In 1988, Big was opening at the tail end of a movie year that saw three other films with “body-swapping” gimmicks: Like Father, Like Son (a dreadful farce with Kirk Cameron and Dudley Moore hamming it up), 18 Again! (with George Burns and Charlie Schlatter of tv’s Ferris Bueller), and Vice Versa (a not-bad comedy with Fred Savage and Judge Reinhold giving good performances). Only Like Father, Like Son was a hit (a year later, Dream a Little Dream, with Jason Robards swapping souls with Corey Feldman, saw a mercifully brief run in theaters). The problem with these witless concoctions is they gave older actors an excuse to broadly impersonate a clueless child and young actors an opportunity to broadly mimic adult authority figures.

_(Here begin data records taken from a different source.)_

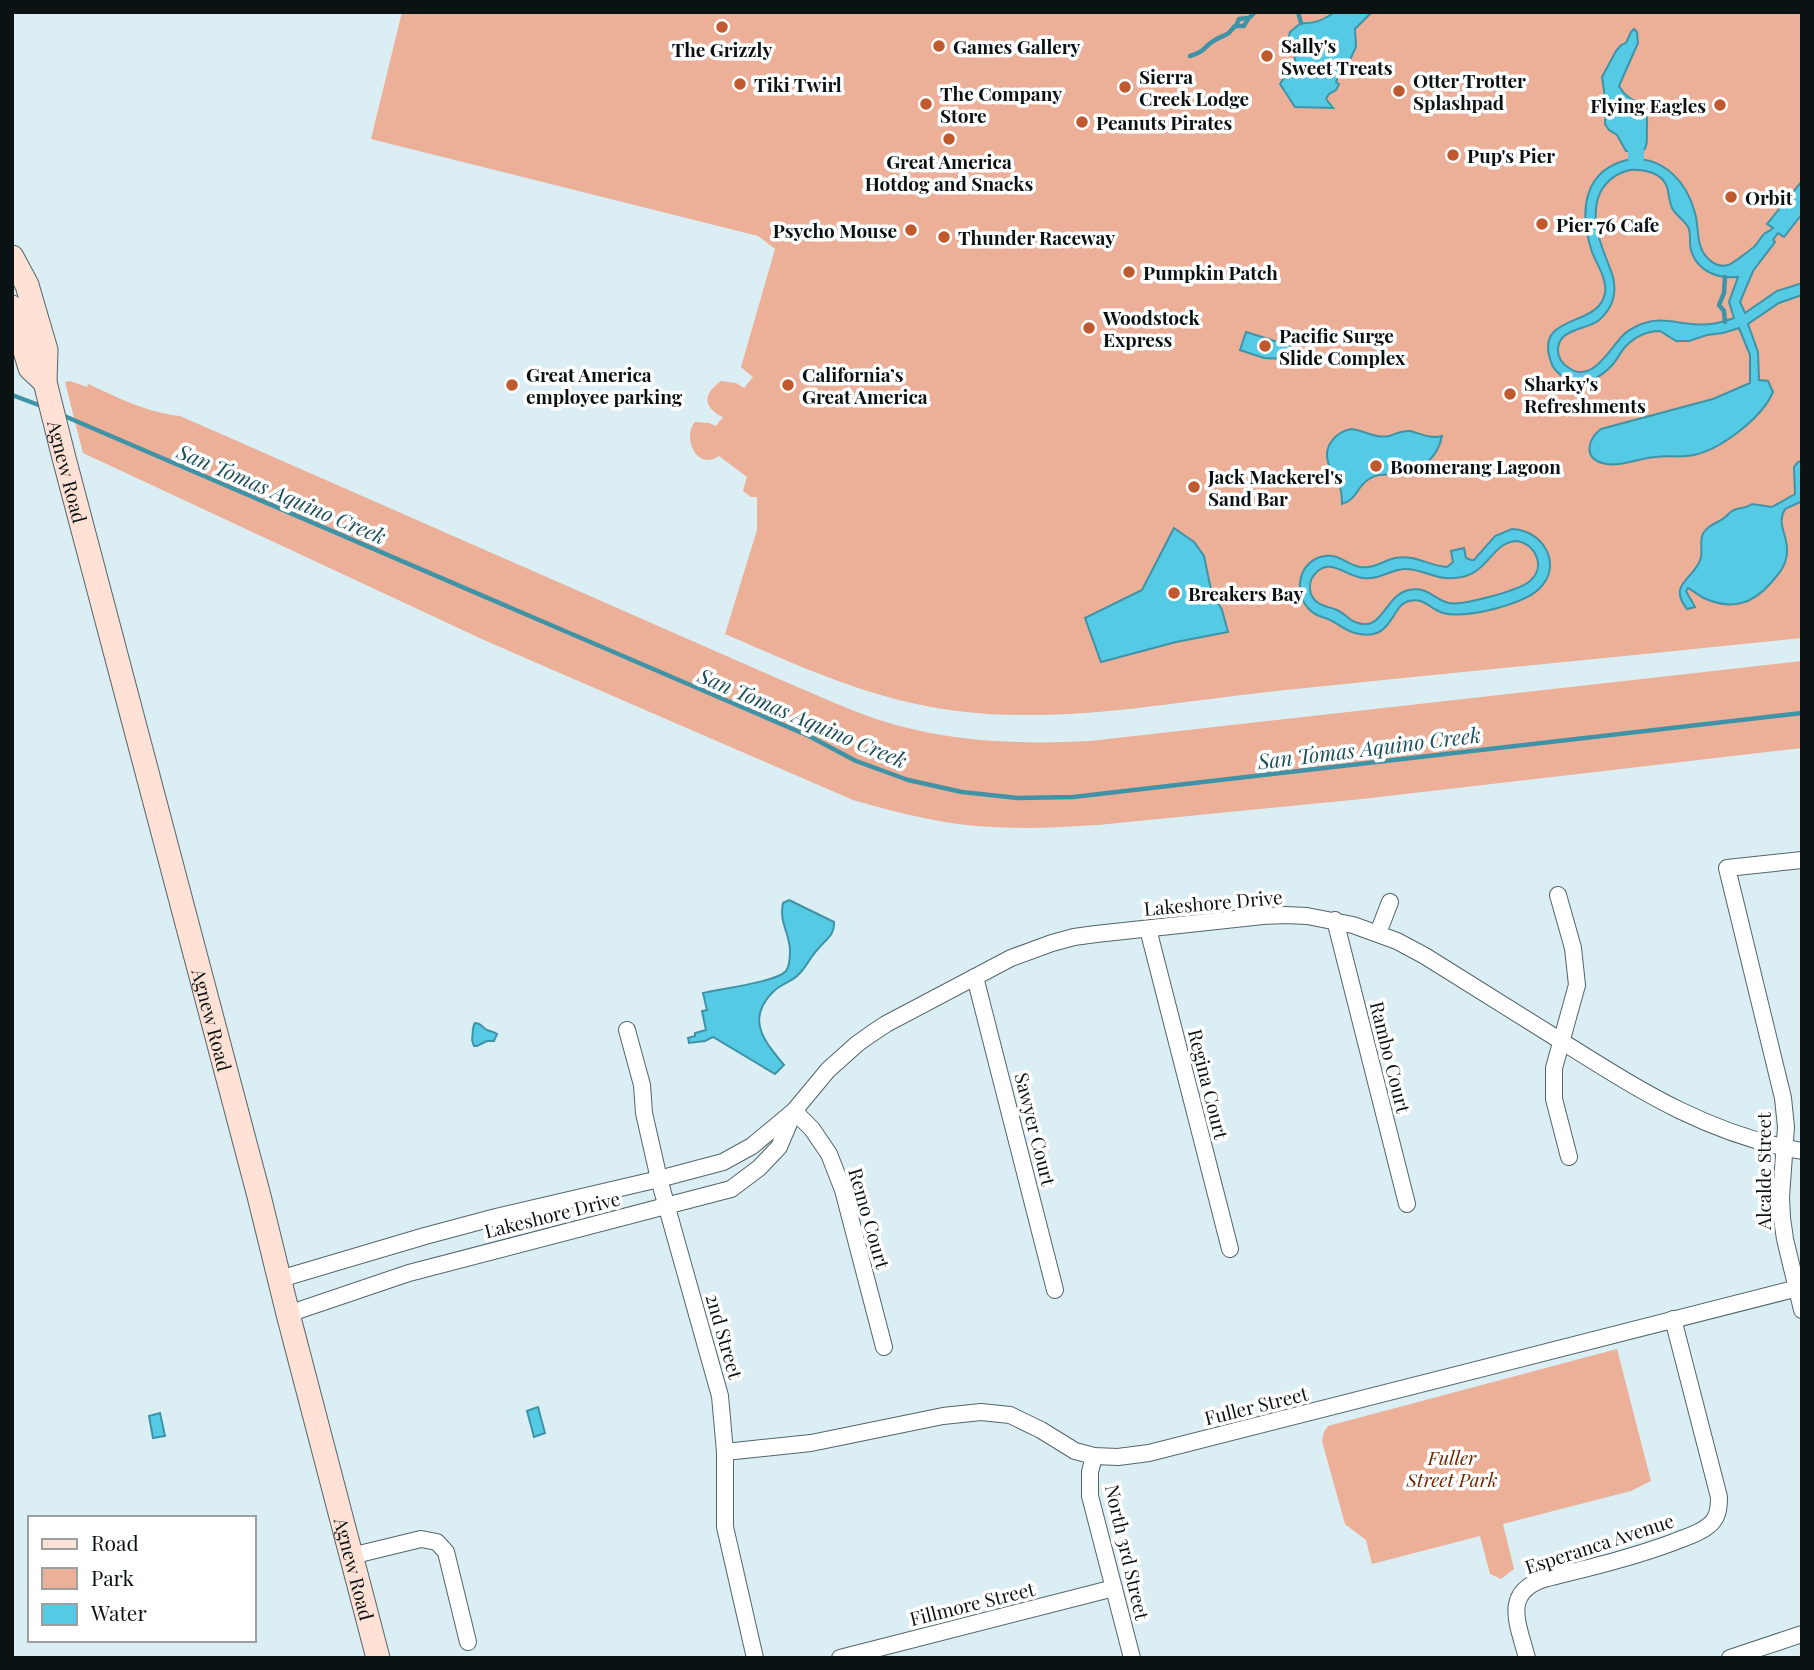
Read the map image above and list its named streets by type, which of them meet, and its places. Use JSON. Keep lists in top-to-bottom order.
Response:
{
  "streets": {
    "street": [
      "Agnew Road",
      "Lakeshore Drive",
      "Rambo Court",
      "Regina Court",
      "Sawyer Court",
      "Alcalde Street",
      "Remo Court",
      "2nd Street",
      "Fuller Street",
      "Esperanca Avenue",
      "North 3rd Street",
      "Fillmore Street"
    ]
  },
  "crossings": [
    ["Agnew Road", "Lakeshore Drive"],
    ["Lakeshore Drive", "Rambo Court"],
    ["Lakeshore Drive", "Regina Court"],
    ["Lakeshore Drive", "Sawyer Court"],
    ["Lakeshore Drive", "Alcalde Street"],
    ["Lakeshore Drive", "Remo Court"],
    ["Lakeshore Drive", "2nd Street"],
    ["Alcalde Street", "Fuller Street"],
    ["2nd Street", "Fuller Street"],
    ["Fuller Street", "Esperanca Avenue"],
    ["Fuller Street", "North 3rd Street"],
    ["North 3rd Street", "Fillmore Street"]
  ],
  "water": ["San Tomas Aquino Creek"],
  "parks": ["Fuller Street Park"],
  "places": [
    "The Grizzly",
    "Games Gallery",
    "Sally's Sweet Treats",
    "Tiki Twirl",
    "Sierra Creek Lodge",
    "Otter Trotter Splashpad",
    "The Company Store",
    "Flying Eagles",
    "Peanuts Pirates",
    "Great America Hotdog and Snacks",
    "Pup's Pier",
    "Orbit",
    "Pier 76 Cafe",
    "Psycho Mouse",
    "Thunder Raceway",
    "Pumpkin Patch",
    "Woodstock Express",
    "Pacific Surge Slide Complex",
    "Great America employee parking",
    "California’s Great America",
    "Sharky's Refreshments",
    "Boomerang Lagoon",
    "Jack Mackerel's Sand Bar",
    "Breakers Bay"
  ],
  "legend": ["Road", "Park", "Water"]
}
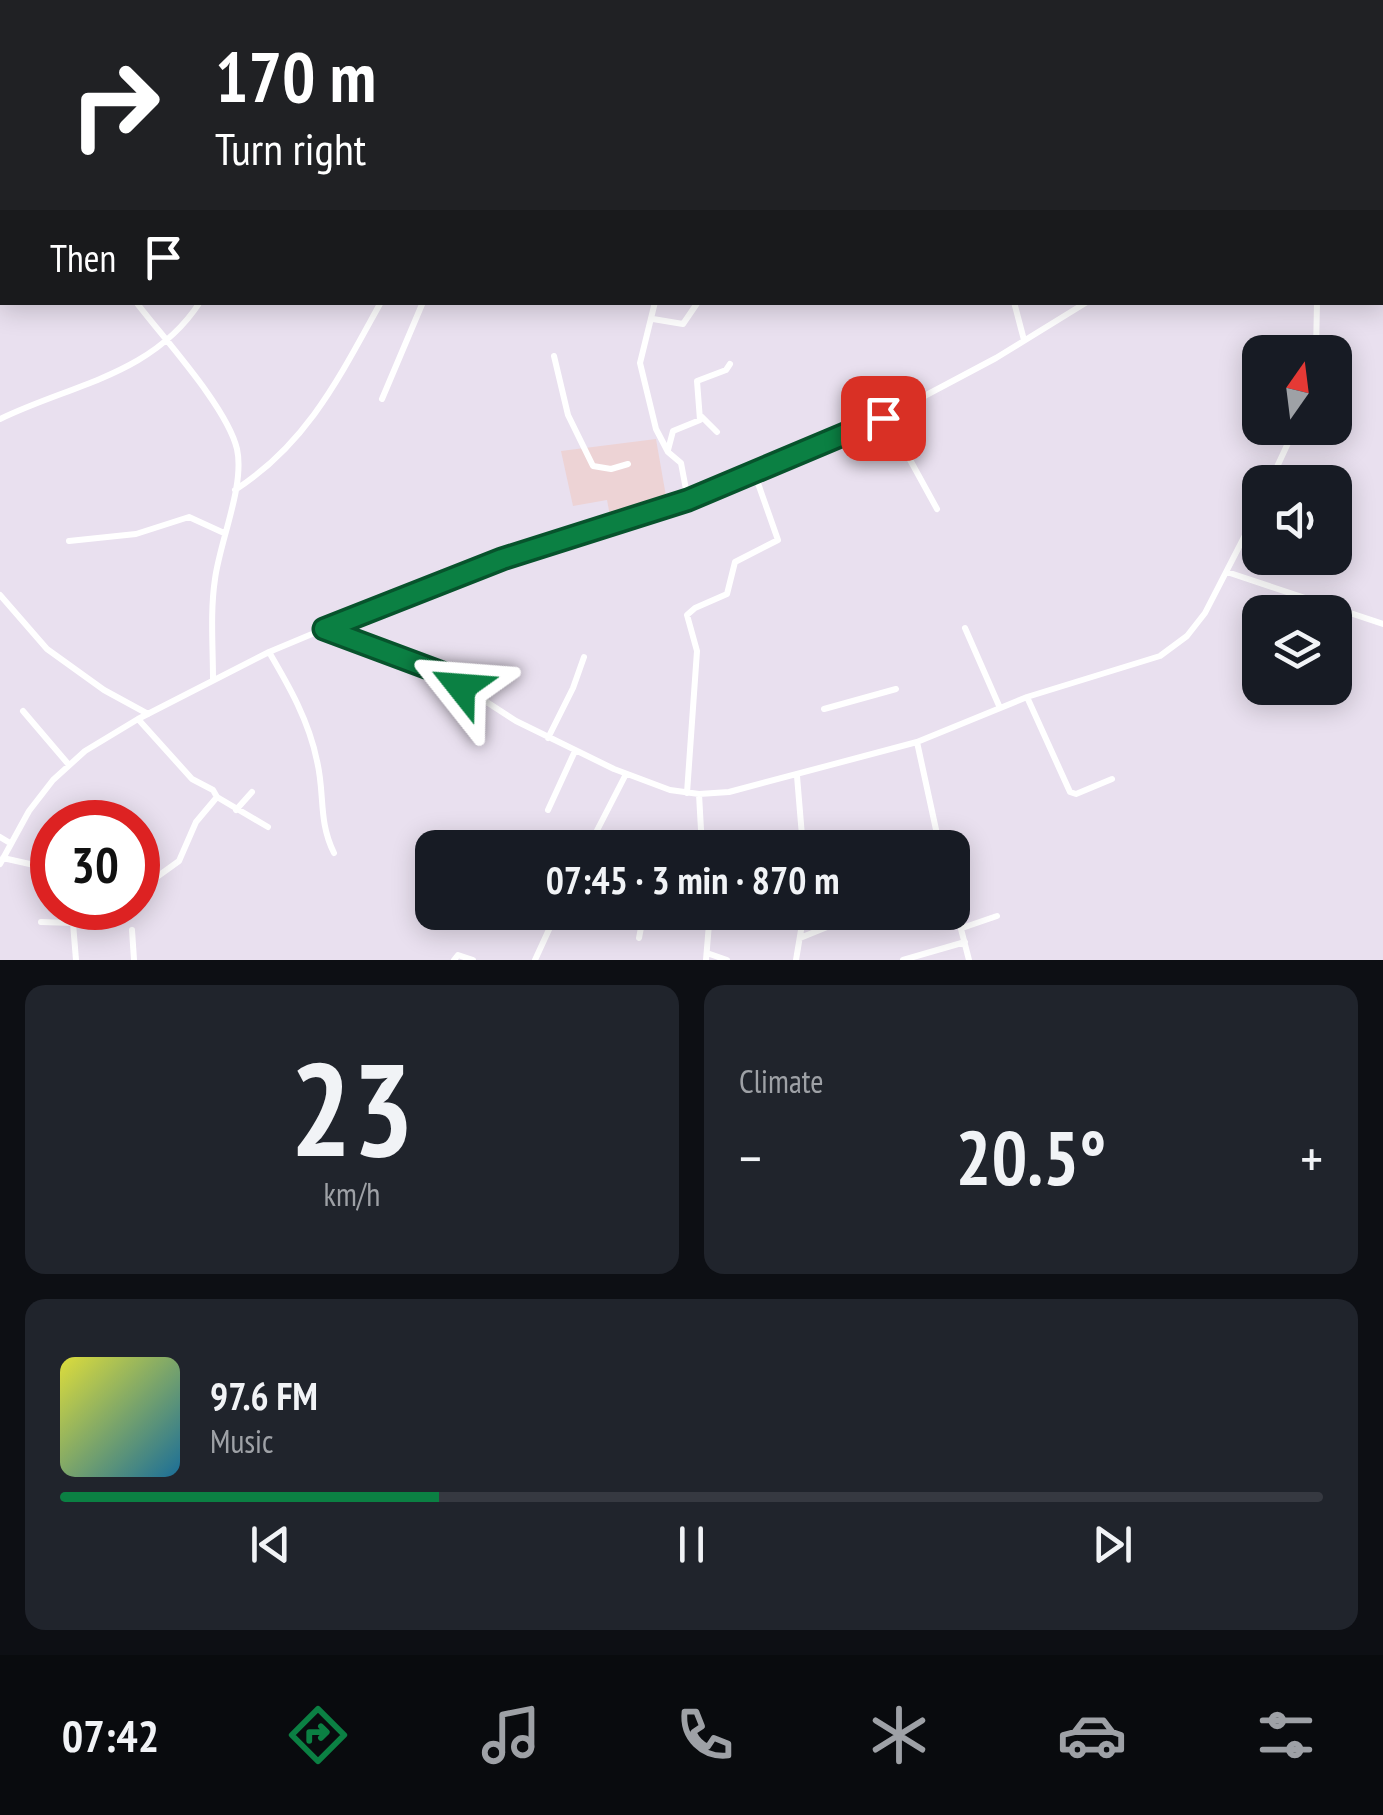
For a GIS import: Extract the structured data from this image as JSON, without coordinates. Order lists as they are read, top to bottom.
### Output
{
  "north": "top",
  "page": {
    "turn": ["170 m", "Turn right"],
    "then": "Then",
    "limit": "30",
    "trip": "07:45 · 3 min · 870 m",
    "tile": [
      ["23", "km/h"],
      "Climate"
    ],
    "heat": ["−", "20.5°", "+"],
    "song": ["97.6 FM", "Music"],
    "tabs": "07:42"
  }
}
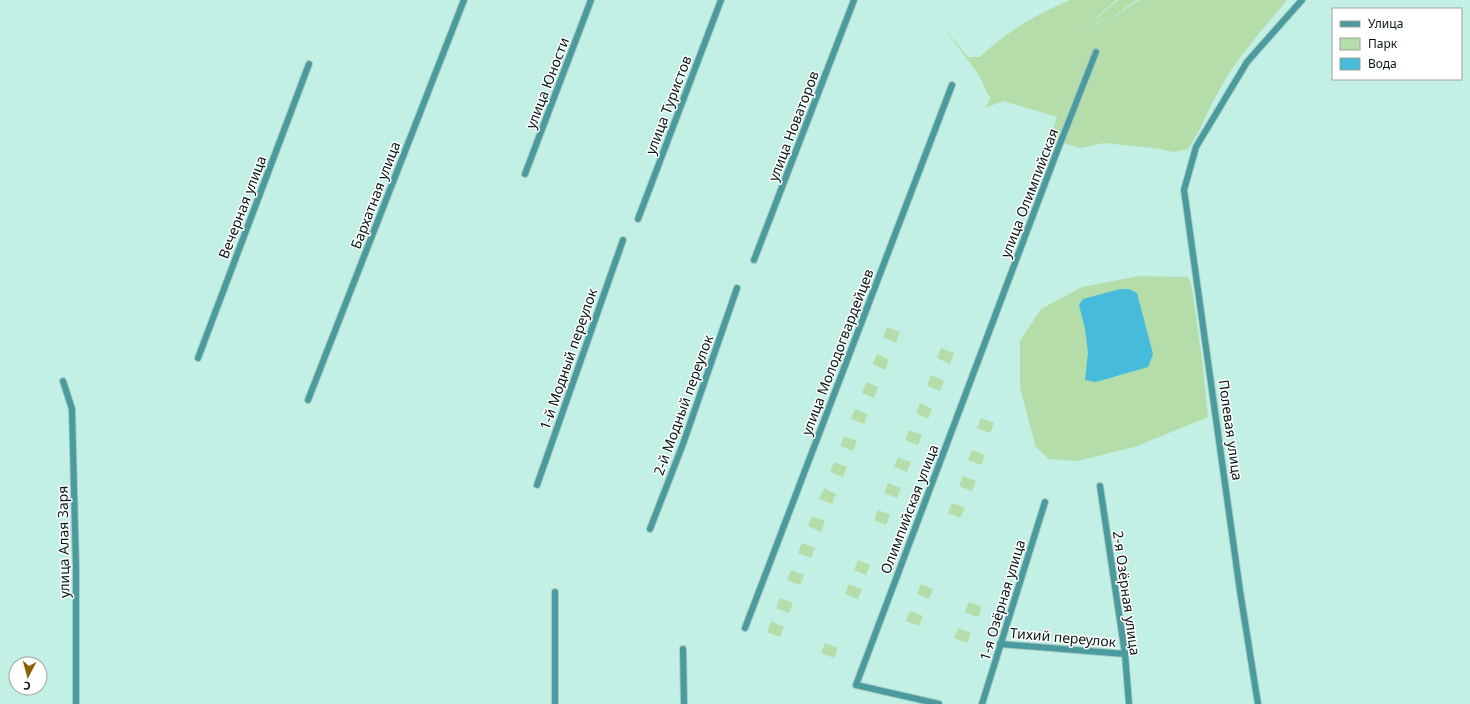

The original Freaky Friday did this better 10 years earlier and all of the four previously mentioned films didn’t look beyond the surface of its gimmick.
 

The first thing Big does right is that there’s no body-swapping: Josh Baskins is a 12-year boy who wishes he were “big” and finds, the next morning, that his wish came true and that he is now a fully grown adult (played by Tom Hanks). The second thing Big does right is in how Hanks plays the role: he’s not acting like a “kid”, but really portraying an immature 12-year old who has a body language and naivete that is authentically Junior High level. Hanks is brilliant in this, the performance that launched his career past being “that guy from Splash” into grade A projects (though he did pick some dogs, like The Bonfire of the Vanities, after this). Everyone else in the cast is excellent- Elisabeth Perkins, John Heard, Robert Loggia, Jared Rushton, David Moscow and Mercedes Ruehl give performances that compliment a tender, sweet fable about what it genuinely means to grow up. Penny Marshall’s direction is unobtrusive- she lets the performances carry the story, rather than style and directorial flourishes (though the scenes with Zoltar are authentically creepy).
 
The movie was recently re-released on DVD as Big: Extended Edition. This version adds 20-minutes to the running time (making a 104-minute movie a now 130 minute whopper). The shock is that the longer version is much better movie, a fact I don’t report lightly, as the original version is a four-star movie I have seen many times and find rather perfect. Yet, the new version is better (and both the original and longer versions come in the disc, for those who only want the initial theatrical release). The longer version of Big reveals just how packed, fast-paced and compact the ’88 version is; the longer director’s cut isn’t slower, but has more character building scenes (nothing has been cut out) and moments that not only allow the supporting cast to shine even more but better explanations for some scenes that were sort of vague to begin with. In the ’88 version, Perkins figures out Baskins’ secret by blurting out “I think a kid would…” and, therefore, makes a quick mental connection. The new extension of that scene is even better, as a funny, tell-tale moment where she asks Baskins to buy her gum has a telling punchline. There are also scenes where you learn about the troubled homelife of Baskin’s best friend (played by a scene-stealing Rushton), see more of Baskins bonding with his boss (a never warmer Loggia), more of Baskin’s tender courtship with his too-old-for-him girlfriend (a luminous Perkins) and more small but priceless moments that make the story more complete. This is one of the best Director’s Cut Special Edition DVD’s I’ve ever come across (my only complaint- the original ending, dropped after a test screening, where Perkins “joins” Hanks in returning to childhood, is nowhere to be found and not on this Special Edition).
 
Remarkably, this movie was declared a “classic” when it first popped up 20 years ago and it still is, but now, it’s even better.